***** Dataset content

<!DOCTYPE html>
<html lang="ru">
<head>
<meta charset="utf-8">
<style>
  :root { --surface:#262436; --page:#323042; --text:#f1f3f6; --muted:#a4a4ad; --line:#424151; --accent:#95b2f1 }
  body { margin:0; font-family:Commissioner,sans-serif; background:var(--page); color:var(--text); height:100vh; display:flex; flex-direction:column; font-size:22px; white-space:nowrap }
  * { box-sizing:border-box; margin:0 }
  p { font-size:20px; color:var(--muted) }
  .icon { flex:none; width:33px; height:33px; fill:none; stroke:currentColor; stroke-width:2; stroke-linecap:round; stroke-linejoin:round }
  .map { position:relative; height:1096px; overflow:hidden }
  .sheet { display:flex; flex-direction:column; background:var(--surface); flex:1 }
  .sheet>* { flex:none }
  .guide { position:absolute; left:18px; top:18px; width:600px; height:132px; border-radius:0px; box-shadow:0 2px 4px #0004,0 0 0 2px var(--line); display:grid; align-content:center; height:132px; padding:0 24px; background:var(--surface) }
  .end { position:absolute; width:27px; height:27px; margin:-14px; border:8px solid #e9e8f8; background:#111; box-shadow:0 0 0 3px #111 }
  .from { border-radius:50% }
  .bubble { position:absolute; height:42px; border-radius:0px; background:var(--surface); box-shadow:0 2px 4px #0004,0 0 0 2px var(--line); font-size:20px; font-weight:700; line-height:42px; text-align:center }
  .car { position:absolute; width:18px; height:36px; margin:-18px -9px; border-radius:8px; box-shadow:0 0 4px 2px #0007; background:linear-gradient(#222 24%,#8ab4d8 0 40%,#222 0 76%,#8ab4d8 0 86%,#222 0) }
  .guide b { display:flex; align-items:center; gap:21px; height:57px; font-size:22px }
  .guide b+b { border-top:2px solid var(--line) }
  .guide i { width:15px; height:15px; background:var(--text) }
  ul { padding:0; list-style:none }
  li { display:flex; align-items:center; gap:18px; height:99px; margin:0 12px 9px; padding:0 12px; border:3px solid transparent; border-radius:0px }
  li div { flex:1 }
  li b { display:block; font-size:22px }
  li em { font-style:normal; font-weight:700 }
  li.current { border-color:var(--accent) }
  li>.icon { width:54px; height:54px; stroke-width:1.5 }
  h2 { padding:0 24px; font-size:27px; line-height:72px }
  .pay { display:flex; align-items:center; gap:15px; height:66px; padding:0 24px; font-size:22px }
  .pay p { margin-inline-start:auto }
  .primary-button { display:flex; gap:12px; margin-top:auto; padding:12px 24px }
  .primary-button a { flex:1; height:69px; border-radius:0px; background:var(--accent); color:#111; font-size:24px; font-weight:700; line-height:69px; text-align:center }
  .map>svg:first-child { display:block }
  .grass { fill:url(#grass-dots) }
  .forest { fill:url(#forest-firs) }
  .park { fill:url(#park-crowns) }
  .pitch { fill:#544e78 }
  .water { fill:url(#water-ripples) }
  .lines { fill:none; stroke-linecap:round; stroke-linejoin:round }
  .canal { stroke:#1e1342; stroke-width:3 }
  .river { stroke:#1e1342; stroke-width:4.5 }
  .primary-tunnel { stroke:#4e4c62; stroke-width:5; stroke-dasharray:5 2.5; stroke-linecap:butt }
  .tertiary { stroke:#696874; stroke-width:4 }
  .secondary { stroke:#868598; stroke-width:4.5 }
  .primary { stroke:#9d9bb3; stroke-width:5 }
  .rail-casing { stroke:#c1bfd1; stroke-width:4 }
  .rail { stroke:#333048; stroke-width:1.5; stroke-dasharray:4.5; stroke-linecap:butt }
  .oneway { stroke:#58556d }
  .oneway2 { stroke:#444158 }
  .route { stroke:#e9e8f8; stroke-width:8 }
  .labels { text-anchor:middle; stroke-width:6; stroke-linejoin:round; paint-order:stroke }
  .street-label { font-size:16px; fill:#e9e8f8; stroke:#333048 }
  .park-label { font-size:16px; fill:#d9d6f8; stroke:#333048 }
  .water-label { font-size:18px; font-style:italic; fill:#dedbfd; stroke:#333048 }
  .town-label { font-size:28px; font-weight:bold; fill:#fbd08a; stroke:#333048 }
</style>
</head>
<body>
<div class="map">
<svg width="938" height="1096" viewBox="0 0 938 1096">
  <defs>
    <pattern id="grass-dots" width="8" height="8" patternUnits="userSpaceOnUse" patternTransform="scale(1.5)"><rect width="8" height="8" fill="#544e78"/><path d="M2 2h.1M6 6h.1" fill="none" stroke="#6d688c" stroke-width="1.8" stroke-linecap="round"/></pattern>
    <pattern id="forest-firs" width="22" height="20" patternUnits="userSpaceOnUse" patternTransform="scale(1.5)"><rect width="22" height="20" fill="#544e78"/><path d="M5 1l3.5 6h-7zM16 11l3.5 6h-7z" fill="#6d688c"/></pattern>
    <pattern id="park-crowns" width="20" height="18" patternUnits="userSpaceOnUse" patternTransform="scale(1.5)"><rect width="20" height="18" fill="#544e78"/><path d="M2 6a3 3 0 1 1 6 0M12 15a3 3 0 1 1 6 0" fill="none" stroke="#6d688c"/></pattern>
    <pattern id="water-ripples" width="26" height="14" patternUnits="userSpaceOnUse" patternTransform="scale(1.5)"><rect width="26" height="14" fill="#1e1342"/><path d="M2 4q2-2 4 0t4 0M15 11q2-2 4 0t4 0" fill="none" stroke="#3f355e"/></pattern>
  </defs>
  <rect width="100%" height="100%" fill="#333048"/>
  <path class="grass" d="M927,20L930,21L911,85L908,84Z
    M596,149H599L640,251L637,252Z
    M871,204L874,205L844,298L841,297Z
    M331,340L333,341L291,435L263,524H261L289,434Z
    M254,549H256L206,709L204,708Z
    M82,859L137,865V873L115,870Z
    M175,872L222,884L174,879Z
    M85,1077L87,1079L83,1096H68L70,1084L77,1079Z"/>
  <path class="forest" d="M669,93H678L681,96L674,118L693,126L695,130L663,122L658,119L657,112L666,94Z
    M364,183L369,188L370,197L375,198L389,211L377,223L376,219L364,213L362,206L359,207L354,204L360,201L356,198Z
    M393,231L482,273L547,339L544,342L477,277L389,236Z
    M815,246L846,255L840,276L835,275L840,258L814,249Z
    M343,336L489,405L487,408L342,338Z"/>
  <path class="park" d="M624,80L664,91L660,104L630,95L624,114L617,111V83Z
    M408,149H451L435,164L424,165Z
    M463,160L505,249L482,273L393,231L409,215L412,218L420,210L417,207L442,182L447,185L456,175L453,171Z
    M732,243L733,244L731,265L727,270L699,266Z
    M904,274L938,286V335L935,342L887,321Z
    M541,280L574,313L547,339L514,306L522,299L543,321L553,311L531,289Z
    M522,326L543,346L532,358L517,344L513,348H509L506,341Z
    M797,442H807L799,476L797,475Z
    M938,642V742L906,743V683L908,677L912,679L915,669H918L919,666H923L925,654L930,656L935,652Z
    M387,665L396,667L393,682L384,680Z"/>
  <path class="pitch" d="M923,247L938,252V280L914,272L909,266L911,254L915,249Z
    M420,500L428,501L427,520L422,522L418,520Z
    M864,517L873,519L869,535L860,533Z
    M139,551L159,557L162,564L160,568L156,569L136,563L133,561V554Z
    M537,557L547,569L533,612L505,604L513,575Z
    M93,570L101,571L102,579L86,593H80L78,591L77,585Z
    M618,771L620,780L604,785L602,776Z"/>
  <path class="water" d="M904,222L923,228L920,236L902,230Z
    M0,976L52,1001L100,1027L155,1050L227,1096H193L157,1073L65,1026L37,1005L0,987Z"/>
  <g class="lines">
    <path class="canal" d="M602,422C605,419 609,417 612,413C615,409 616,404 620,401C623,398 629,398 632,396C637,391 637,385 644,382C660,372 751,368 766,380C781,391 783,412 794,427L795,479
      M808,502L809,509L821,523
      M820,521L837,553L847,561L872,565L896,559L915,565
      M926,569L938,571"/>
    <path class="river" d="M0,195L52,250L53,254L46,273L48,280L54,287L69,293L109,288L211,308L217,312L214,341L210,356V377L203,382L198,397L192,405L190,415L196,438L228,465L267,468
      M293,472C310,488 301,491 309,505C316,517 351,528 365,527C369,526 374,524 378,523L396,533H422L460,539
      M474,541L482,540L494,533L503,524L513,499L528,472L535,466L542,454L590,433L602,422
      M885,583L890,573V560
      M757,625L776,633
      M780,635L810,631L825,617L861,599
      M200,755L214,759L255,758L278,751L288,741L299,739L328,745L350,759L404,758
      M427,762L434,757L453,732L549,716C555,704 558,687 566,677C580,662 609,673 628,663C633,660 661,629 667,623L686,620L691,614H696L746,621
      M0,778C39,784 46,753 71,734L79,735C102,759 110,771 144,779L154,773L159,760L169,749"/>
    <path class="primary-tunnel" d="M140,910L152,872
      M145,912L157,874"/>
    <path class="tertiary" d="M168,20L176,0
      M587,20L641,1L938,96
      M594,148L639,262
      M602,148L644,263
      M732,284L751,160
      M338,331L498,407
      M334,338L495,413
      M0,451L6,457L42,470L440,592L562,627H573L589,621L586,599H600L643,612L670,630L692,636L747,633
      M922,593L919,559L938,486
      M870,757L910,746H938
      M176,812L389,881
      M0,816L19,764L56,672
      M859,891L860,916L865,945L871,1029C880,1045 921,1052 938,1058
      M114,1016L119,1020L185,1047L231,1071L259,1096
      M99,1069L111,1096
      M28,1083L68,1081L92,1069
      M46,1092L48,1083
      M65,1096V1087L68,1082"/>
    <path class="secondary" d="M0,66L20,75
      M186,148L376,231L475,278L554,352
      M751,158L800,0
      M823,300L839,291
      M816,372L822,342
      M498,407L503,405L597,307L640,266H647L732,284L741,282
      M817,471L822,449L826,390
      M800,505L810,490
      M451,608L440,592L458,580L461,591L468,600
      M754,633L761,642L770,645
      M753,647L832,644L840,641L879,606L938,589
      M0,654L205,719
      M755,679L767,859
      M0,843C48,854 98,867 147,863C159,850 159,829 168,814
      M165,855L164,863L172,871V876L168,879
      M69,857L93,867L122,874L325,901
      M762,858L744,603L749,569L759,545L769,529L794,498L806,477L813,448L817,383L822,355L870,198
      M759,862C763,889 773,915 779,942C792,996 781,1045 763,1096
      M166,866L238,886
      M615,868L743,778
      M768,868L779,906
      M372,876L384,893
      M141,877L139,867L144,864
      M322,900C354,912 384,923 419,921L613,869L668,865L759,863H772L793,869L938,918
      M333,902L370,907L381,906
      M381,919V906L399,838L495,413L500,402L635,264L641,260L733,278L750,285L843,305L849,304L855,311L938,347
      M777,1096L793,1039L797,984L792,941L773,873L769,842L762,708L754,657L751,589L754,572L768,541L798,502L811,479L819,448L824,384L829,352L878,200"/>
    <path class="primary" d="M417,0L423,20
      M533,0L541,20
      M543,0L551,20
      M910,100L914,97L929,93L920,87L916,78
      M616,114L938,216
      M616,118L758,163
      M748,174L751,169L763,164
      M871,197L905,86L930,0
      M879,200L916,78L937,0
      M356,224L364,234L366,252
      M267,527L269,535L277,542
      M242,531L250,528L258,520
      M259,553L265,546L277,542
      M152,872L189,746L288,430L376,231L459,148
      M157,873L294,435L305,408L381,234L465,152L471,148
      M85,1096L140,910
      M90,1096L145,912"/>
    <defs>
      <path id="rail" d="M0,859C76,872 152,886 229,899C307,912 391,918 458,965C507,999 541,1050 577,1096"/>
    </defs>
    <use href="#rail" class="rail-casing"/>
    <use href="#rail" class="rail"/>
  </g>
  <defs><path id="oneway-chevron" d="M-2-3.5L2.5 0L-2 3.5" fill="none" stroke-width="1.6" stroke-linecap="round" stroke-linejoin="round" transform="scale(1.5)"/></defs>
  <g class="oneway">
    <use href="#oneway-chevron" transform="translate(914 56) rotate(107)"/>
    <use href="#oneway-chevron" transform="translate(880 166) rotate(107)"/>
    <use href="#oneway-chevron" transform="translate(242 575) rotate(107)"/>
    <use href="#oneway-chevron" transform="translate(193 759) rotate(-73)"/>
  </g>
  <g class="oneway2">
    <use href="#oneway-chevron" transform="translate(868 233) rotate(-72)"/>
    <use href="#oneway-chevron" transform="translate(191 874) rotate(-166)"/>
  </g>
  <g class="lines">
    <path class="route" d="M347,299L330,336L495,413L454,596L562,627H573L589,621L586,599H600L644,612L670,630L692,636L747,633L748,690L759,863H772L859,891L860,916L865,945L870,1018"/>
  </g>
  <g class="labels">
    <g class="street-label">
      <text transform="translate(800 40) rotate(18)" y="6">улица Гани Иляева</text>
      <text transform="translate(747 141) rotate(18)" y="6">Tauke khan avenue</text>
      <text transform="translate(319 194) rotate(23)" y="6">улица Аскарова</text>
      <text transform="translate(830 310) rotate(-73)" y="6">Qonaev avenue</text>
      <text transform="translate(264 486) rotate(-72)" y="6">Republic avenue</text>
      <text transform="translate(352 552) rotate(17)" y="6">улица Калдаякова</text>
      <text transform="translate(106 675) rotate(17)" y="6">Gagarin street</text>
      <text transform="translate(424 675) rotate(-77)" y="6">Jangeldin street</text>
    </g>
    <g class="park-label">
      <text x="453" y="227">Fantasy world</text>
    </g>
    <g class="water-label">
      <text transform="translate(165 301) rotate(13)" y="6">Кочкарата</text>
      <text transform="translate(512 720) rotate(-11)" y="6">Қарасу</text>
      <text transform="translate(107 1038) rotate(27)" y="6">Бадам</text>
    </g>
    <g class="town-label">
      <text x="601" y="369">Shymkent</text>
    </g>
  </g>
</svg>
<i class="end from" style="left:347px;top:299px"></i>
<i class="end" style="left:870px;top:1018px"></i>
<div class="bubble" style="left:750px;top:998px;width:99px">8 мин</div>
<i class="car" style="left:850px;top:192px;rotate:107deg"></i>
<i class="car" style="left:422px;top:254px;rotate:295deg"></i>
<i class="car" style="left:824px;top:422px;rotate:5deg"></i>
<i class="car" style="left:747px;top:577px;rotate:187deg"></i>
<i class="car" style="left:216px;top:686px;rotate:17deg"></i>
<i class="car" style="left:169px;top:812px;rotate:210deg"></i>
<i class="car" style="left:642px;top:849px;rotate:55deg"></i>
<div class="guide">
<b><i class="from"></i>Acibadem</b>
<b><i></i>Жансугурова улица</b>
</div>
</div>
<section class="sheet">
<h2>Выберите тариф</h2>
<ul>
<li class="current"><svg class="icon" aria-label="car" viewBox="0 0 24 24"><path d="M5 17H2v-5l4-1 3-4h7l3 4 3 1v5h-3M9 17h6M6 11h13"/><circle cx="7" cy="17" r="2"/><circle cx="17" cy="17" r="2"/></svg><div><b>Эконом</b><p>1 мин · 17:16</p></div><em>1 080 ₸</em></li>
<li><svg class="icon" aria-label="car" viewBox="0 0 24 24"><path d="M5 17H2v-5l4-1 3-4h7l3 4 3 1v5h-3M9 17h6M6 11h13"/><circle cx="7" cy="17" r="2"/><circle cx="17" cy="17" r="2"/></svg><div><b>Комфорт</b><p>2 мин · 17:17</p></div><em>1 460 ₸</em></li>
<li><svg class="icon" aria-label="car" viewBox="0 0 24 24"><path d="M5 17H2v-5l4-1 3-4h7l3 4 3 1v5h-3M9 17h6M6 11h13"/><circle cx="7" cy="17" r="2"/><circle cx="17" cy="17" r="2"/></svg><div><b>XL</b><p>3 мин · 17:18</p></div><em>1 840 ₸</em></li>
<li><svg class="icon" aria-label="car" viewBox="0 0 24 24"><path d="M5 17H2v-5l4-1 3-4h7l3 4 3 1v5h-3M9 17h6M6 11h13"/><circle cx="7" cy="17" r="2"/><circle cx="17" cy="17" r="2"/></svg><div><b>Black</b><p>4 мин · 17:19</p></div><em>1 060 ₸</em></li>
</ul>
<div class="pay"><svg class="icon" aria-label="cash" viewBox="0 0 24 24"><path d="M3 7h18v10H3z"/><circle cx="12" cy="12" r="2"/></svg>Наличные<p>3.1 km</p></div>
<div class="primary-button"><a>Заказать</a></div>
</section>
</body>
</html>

**********

> Your instructions: Copy out each line of the listing that holds the string "column".

> Output for this exercise:
  body { margin:0; font-family:Commissioner,sans-serif; background:var(--page); color:var(--text); height:100vh; display:flex; flex-direction:column; font-size:22px; white-space:nowrap }
  .sheet { display:flex; flex-direction:column; background:var(--surface); flex:1 }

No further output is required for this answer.